Rhodisches Kaffeetagebuch: Flug und Ankunft

Erwartungsvoll schaue ich aus dem Fenster. Erst die Alpen mit ihren schneebedeckten Gipfeln und Graten, dann die weiten Ebenen Ungarns und Serbiens. Irgendwann kommt Küste und dahinter das tiefblaue Meer, unterbrochen von Inseln. Schiffe durchpflügen die Wasser und ziehen eine weiße Schleppe hinter sich her wie eine Braut am Hochzeitstag. Kleine Schiffe, große Schiffe, Tanker, Luxusliner, Cargoschiffe. Dazwischen immer wieder kleine Boote, manche von ihnen kaum auszumachen.
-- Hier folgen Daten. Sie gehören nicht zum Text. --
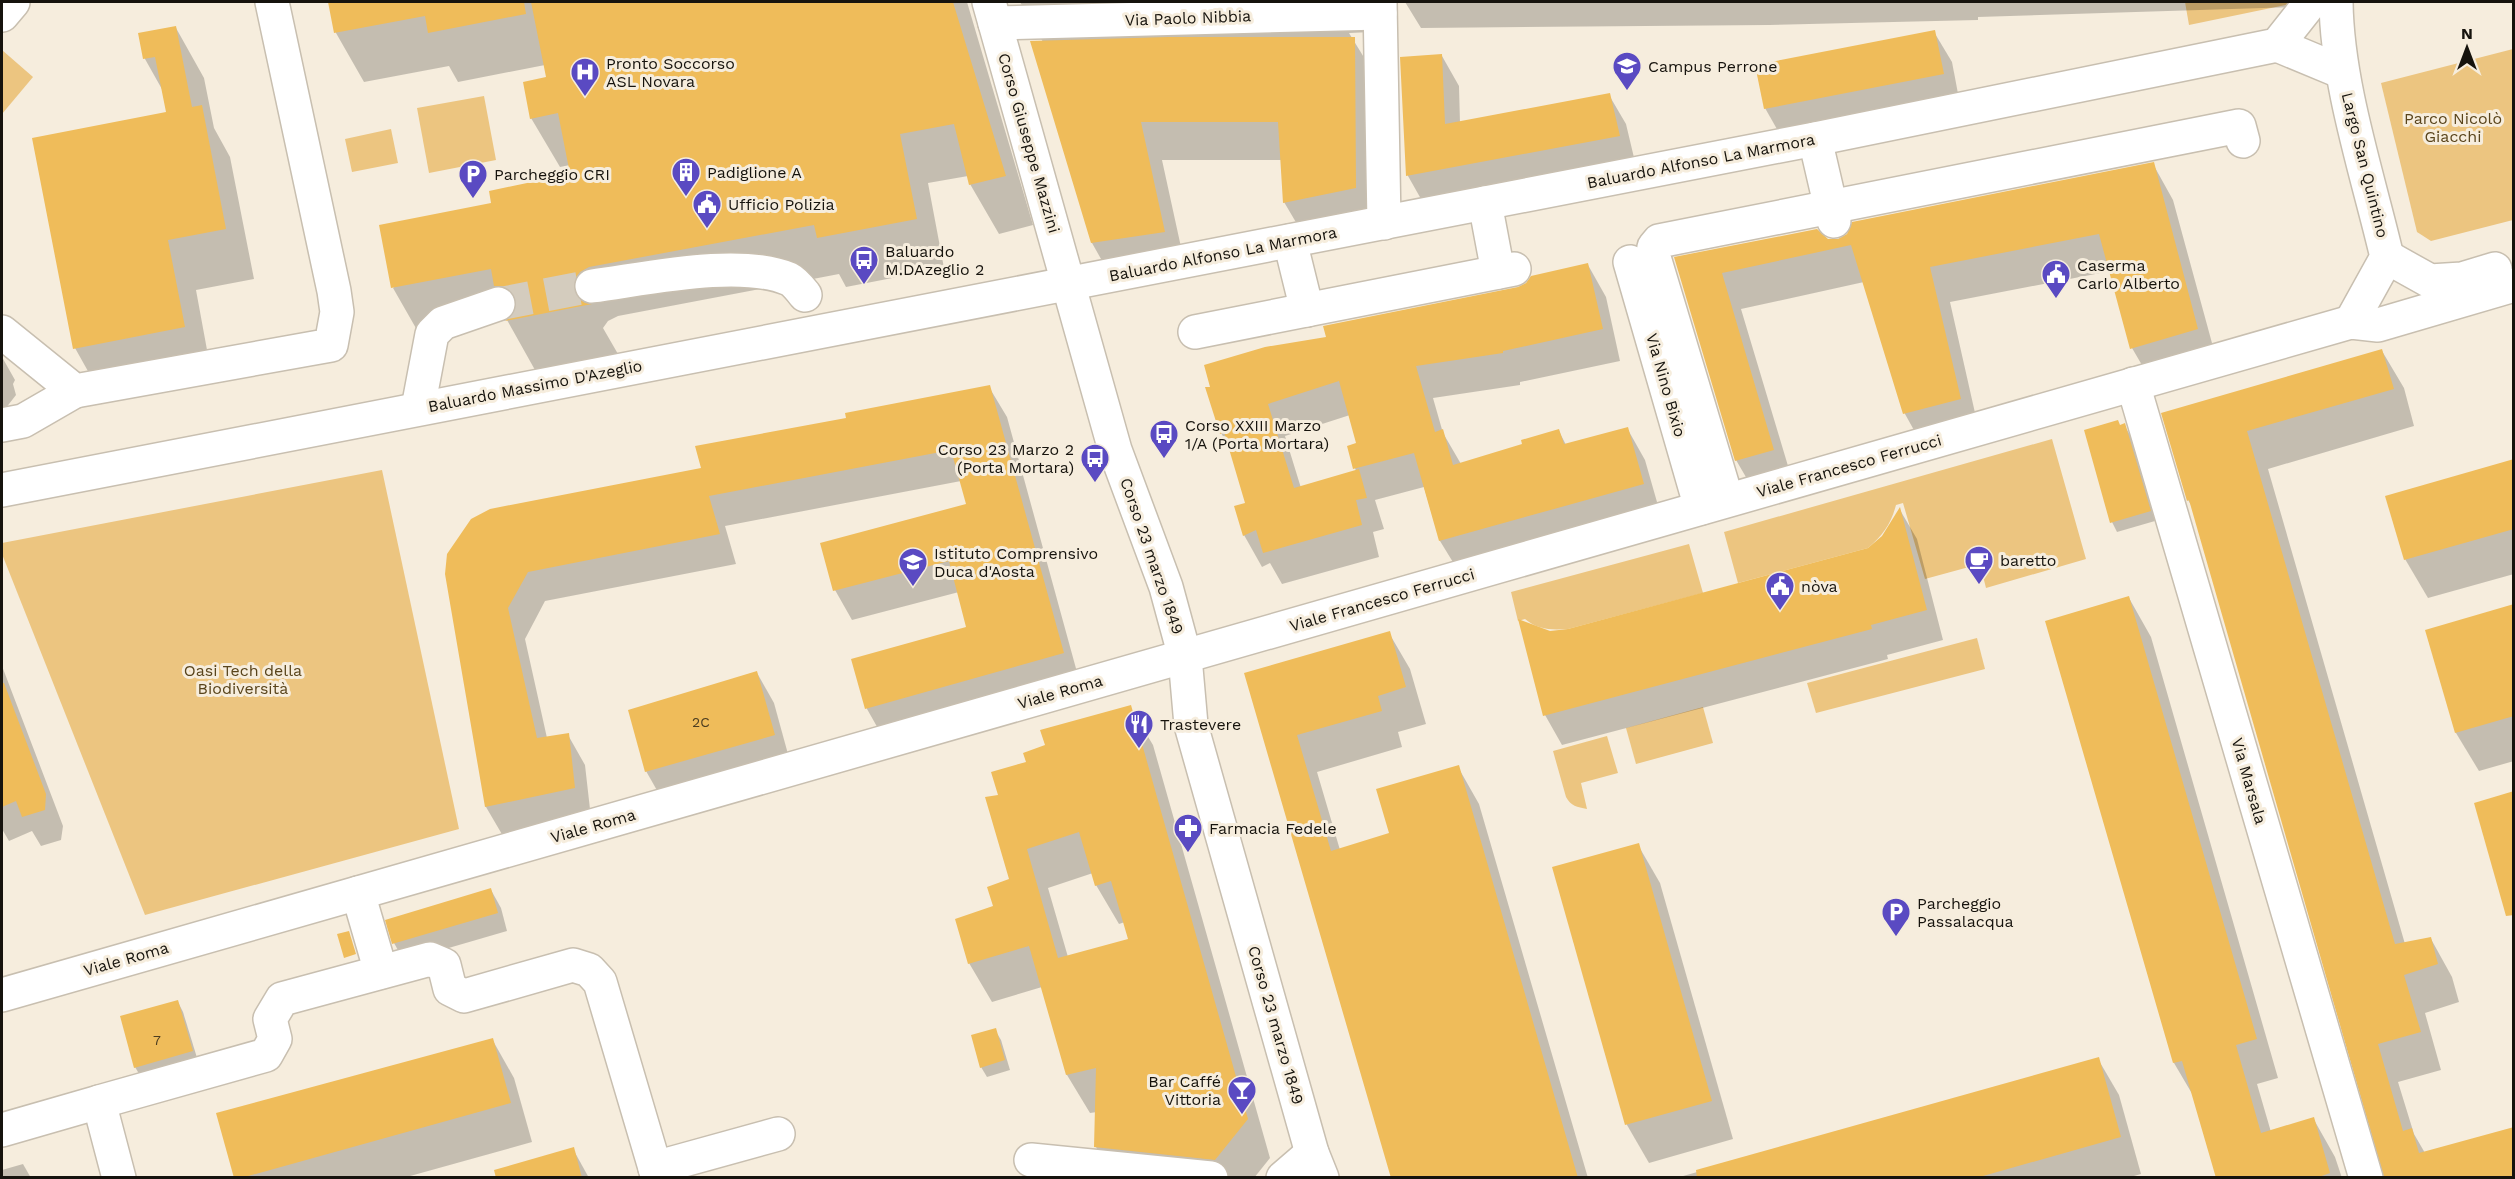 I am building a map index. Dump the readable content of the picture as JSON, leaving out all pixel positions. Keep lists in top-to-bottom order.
{
  "streets": {
    "street": [
      "Via Paolo Nibbia",
      "Corso Giuseppe Mazzini",
      "Baluardo Alfonso La Marmora",
      "Largo San Quintino",
      "Via Nino Bixio",
      "Baluardo Massimo D'Azeglio",
      "Viale Francesco Ferrucci",
      "Corso 23 marzo 1849",
      "Viale Roma",
      "Via Marsala"
    ]
  },
  "crossings": [
    ["Via Paolo Nibbia", "Corso Giuseppe Mazzini"],
    ["Corso Giuseppe Mazzini", "Baluardo Alfonso La Marmora"],
    ["Corso Giuseppe Mazzini", "Baluardo Massimo D'Azeglio"],
    ["Corso Giuseppe Mazzini", "Corso 23 marzo 1849"],
    ["Baluardo Alfonso La Marmora", "Largo San Quintino"],
    ["Baluardo Alfonso La Marmora", "Baluardo Massimo D'Azeglio"],
    ["Baluardo Alfonso La Marmora", "Corso 23 marzo 1849"],
    ["Largo San Quintino", "Viale Francesco Ferrucci"],
    ["Via Nino Bixio", "Viale Francesco Ferrucci"],
    ["Baluardo Massimo D'Azeglio", "Corso 23 marzo 1849"],
    ["Viale Francesco Ferrucci", "Corso 23 marzo 1849"],
    ["Viale Francesco Ferrucci", "Viale Roma"],
    ["Viale Francesco Ferrucci", "Via Marsala"],
    ["Corso 23 marzo 1849", "Viale Roma"]
  ],
  "parks": ["Parco Nicolò Giacchi", "Oasi Tech della Biodiversità"],
  "places": {
    "school or university": ["Campus Perrone", "Istituto Comprensivo Duca d'Aosta"],
    "hospital": ["Pronto Soccorso ASL Novara"],
    "building": ["Padiglione A"],
    "parking": ["Parcheggio CRI", "Parcheggio Passalacqua"],
    "public building": ["Ufficio Polizia", "Caserma Carlo Alberto", "nòva"],
    "bus stop": ["Baluardo M.DAzeglio 2", "Corso XXIII Marzo 1/A (Porta Mortara)", "Corso 23 Marzo 2 (Porta Mortara)"],
    "cafe": ["baretto"],
    "restaurant": ["Trastevere"],
    "pharmacy": ["Farmacia Fedele"],
    "bar": ["Bar Caffé Vittoria"]
  },
  "house_numbers": ["2C", "7"],
  "north": "top"
}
Dann am Horizont „unsere“ Insel. Der Pilot fliegt eine Schleife über den Hafen und über die Altstadt. Die Sicht ist gut. Man kann sogar die Zinnen auf den Festungsmauern ausmachen. Dann geht es im Sinkflug die Küste entlang. Plötzlich Dunst, der den Ausblick trübt. Als der sich verzieht kann man schon Details an den kleinen Häusern ausmachen, die wir gerade überfliegen. Man sieht, wie Autos die Straßen entlang fahren und wie das Licht der Nachmittagssonne über die Dörfer herfällt und sie in ein fast goldenes Licht taucht.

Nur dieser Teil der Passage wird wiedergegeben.